STN heads into the aftermath of its Q1 2026 results with a sharp week-long selloff, a record backlog, and short sellers quietly doubling their positions over the past month.
The stock fell 9.1% over the past five sessions to CAD 114.25 — a notably steeper decline than closest TSX peer WSP, which held roughly flat on the week, and ATRL, which actually gained 2.4%. US engineering peer ACM was also hit hard, dropping 8.2%, suggesting broader sector pressure in the week. But STN's underperformance relative to Canadian peers stands out: the selloff arrived ahead of Q1 numbers, and the results, released after close on May 13, tell a mixed story. Adjusted EPS of $0.97 beat the $0.95 consensus estimate. Revenue of $1.235 billion missed $1.260 billion. Management affirmed full-year adjusted EPS guidance of $4.37–$4.49 against a $4.47 Street estimate, and full-year sales guidance of $5.054–$5.194 billion below consensus at $5.220 billion. The headline was a record backlog of $9.0 billion and adjusted EPS growth of 14.7%.

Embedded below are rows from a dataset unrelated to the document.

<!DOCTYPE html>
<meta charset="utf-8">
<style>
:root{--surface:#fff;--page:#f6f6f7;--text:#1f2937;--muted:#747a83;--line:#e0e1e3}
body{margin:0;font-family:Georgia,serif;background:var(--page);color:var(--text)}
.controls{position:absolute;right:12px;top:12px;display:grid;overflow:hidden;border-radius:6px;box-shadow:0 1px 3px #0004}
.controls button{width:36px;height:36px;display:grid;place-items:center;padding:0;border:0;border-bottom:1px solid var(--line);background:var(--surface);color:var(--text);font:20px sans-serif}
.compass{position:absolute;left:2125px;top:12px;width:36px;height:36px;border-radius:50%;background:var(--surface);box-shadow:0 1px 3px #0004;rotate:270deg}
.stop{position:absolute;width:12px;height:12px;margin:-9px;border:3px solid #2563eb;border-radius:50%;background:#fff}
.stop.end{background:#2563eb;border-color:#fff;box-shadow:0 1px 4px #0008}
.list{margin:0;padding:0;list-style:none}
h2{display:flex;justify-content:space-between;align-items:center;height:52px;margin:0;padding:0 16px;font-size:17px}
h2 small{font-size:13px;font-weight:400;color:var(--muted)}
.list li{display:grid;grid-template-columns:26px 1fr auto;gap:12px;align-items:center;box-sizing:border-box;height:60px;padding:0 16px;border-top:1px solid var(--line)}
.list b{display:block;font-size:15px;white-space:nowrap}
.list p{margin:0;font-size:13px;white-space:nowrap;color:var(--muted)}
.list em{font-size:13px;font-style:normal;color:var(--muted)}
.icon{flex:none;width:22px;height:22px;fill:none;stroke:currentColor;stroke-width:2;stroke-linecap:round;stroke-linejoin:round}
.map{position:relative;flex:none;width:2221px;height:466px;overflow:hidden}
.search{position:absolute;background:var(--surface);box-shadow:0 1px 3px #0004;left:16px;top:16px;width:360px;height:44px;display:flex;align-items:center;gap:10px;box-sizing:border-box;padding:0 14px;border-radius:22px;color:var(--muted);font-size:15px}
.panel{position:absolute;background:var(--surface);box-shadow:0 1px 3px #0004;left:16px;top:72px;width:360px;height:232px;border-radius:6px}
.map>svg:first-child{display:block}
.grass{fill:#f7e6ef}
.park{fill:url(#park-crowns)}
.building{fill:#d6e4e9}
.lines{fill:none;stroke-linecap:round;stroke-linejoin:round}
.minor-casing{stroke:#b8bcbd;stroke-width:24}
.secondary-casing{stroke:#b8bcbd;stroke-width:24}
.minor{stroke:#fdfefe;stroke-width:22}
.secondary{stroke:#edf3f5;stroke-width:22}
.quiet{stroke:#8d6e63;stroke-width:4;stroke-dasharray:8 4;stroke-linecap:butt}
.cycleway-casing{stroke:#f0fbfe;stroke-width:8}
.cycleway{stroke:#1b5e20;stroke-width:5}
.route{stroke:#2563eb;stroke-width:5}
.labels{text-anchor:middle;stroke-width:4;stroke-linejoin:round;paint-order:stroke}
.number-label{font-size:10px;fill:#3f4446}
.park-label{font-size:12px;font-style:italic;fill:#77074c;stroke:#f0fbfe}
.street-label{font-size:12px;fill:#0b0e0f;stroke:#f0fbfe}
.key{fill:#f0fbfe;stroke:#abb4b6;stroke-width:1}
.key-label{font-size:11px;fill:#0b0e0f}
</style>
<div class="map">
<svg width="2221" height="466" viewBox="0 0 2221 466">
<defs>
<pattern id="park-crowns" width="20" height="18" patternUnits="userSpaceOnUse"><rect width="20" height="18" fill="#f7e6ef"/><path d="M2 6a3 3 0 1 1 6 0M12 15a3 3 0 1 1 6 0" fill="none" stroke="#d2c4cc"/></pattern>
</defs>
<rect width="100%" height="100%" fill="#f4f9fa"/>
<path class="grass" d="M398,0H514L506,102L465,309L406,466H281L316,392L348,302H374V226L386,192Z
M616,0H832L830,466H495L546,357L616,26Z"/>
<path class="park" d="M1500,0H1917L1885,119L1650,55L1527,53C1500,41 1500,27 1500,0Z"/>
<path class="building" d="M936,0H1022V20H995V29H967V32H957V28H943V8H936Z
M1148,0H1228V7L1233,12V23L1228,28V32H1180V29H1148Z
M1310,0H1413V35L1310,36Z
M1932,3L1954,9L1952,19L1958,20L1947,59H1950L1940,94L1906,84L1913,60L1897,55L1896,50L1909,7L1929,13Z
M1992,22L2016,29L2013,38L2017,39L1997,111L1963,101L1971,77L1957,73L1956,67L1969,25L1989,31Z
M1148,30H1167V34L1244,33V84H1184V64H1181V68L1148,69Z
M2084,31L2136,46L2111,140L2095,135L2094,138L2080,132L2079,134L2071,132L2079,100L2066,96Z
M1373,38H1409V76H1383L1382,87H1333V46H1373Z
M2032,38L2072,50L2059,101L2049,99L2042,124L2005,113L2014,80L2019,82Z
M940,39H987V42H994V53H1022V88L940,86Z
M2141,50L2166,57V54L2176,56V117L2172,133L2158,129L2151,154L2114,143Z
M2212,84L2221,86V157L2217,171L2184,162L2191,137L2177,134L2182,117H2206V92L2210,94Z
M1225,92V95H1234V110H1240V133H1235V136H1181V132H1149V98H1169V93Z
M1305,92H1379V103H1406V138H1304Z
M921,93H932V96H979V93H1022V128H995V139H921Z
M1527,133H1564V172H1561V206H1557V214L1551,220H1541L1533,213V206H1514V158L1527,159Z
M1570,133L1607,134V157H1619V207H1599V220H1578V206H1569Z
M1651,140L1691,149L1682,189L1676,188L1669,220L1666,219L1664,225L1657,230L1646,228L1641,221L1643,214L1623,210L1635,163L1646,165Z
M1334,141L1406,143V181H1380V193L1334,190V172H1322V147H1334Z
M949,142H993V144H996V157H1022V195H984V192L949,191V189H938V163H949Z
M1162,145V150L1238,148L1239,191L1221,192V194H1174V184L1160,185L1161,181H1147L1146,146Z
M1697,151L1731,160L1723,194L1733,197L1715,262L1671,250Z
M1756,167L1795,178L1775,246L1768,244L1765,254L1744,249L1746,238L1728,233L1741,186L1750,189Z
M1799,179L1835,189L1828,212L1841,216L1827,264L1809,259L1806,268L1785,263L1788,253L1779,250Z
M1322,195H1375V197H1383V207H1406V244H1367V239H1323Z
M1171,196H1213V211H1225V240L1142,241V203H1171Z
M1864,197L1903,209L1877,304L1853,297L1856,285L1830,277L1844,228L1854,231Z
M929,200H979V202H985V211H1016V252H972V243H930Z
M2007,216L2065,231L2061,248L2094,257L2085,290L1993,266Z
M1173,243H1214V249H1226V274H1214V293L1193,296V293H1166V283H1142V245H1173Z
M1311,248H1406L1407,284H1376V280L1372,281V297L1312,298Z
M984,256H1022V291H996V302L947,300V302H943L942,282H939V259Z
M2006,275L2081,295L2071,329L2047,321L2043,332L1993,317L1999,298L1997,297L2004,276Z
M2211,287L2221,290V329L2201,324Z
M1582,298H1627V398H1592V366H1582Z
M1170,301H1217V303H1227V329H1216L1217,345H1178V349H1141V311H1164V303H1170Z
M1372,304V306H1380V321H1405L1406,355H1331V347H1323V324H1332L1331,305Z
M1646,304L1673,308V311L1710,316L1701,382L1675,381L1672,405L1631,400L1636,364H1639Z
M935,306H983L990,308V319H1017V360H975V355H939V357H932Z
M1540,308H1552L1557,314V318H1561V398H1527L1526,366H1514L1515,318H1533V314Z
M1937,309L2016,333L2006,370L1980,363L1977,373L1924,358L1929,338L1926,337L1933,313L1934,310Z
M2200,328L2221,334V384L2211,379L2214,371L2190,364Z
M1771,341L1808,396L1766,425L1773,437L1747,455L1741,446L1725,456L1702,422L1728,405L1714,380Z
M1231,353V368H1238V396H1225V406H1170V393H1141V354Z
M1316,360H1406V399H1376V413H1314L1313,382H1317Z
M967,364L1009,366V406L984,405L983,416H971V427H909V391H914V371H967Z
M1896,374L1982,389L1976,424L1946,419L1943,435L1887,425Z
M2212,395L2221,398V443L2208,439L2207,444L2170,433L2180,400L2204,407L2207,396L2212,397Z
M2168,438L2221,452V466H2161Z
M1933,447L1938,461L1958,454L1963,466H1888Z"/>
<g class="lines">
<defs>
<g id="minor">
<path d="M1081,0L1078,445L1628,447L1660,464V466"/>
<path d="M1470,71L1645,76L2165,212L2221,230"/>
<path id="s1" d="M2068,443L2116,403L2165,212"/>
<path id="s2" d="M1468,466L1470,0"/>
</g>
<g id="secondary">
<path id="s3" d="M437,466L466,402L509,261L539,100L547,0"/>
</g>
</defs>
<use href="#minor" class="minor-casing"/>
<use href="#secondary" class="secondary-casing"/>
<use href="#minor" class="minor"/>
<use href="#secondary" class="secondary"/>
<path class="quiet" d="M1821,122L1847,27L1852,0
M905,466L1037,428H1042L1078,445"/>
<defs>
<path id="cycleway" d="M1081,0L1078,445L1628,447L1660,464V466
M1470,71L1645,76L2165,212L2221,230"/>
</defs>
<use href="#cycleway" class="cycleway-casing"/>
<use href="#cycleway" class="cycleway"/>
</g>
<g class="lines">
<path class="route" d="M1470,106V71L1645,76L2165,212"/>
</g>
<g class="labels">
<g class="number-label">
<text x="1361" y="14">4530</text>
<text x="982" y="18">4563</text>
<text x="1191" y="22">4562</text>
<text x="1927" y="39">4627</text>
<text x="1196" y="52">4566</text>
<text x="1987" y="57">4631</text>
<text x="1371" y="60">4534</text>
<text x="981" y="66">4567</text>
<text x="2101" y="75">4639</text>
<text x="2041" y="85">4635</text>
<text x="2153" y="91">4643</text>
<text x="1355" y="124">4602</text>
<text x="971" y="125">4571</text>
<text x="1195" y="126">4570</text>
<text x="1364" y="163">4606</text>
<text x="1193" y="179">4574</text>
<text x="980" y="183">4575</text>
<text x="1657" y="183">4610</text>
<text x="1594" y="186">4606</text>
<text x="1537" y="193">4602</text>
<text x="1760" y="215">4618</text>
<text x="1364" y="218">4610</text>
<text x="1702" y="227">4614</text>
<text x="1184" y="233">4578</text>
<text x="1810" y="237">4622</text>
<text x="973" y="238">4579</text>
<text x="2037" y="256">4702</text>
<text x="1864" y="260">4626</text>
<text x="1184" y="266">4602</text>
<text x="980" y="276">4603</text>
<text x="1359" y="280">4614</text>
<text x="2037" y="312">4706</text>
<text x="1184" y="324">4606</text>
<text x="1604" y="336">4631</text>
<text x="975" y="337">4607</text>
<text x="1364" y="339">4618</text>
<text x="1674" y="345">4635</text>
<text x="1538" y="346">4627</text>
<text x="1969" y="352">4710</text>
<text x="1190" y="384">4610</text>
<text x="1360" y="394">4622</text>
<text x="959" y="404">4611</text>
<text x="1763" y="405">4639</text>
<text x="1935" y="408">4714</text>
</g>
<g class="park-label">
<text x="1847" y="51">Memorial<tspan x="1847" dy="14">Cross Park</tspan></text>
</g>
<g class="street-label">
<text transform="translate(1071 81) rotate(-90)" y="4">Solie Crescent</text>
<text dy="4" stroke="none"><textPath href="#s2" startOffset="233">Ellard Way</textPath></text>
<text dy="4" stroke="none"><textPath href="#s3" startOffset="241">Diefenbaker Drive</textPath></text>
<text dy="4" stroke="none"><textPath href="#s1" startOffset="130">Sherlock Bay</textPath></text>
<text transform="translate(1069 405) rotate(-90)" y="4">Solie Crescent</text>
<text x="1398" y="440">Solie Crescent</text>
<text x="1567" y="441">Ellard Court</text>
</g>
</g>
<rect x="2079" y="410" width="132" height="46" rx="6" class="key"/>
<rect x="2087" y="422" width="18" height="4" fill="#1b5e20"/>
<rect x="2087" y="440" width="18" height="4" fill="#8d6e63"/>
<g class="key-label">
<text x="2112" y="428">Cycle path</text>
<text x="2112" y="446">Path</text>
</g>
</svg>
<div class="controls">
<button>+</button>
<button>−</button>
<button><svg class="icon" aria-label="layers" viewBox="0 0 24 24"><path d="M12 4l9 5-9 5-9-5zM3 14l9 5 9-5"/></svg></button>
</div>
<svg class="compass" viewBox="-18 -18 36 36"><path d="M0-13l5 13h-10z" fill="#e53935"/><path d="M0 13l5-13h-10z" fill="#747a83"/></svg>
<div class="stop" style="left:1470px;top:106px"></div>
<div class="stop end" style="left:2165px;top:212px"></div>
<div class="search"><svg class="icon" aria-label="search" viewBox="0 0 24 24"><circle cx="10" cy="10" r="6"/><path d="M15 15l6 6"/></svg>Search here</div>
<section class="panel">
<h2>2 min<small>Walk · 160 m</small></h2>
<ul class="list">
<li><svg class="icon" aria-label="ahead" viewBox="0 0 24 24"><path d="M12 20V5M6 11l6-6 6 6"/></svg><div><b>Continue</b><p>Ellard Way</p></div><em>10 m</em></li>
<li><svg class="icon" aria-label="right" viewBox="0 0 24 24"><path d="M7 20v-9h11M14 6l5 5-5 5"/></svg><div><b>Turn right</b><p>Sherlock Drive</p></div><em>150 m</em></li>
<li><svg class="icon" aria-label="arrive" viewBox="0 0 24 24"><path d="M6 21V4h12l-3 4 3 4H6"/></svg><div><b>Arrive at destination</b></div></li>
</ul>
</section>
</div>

Short positioning tells a more cautious story than usual, even if it remains modest in absolute terms. Short interest doubled from roughly 1.3% of the free float in mid-April to 2.2% now — a 67% jump over 30 days. The step-change happened in two distinct moves: a jump in late April that took shares from 1.46 million to 2.25 million, and a further move in early May to 2.48 million. That 10% weekly increase keeps short interest at the elevated end of its recent range. Yet borrow remains cheap and widely available. Cost to borrow has eased sharply from a peak above 3% in mid-April to just 0.54% — a 54% drop over the month. Availability is extremely loose: with only 0.44% of the lending pool currently in use, well below the 52-week peak of 1.69%, there is no meaningful squeeze pressure. Bears can build positions without paying up. The ORTEX short score of 32.9 is near the bottom half of the range, consistent with rising but still light short interest rather than any extreme bear conviction.
The Street appears constructive but has been trimming expectations. The mean analyst price target of CAD 164 implies roughly 43% upside from current levels — though the most recent analyst data is approximately 15 days old, just past the threshold for freshness, so individual moves should be treated as indicative rather than current. Factor scores paint a mixed picture: the dividend score ranks in the 90th percentile, reflecting Stantec's well-established payout history. EV/EBITDA has compressed to 11.5x over the past 30 days as the price has fallen, while the PE multiple of 17.8x is down about 1.3 turns over the same period. EPS momentum is neutral at 44 (30-day) and 56 (90-day), and EPS surprise ranks only in the 35th percentile — the Q1 beat on EPS was slim.
Insider activity deserves a brief mention. Net buying over the past 90 days totals about $598,000 across multiple executives. The largest single trades came from a divisional COO (3,400 shares at CAD 88.75) and an EVP (1,250 shares at CAD 88.92), both on March 16, when the stock had been under pressure. Board members made smaller routine purchases in early April at around CAD 122. None of these are especially large in dollar terms, but the consistent direction — all buys, no sales across ten separate transactions — reflects management conviction at lower price levels than where the stock now trades.
What to watch next is whether the Q1 miss on revenue and the below-consensus full-year sales guidance prompt analyst price target cuts, and whether the record backlog of $9 billion is enough to keep the institutional holder base — which includes Vanguard, Mackenzie, and several large Canadian managers — steady at current weightings.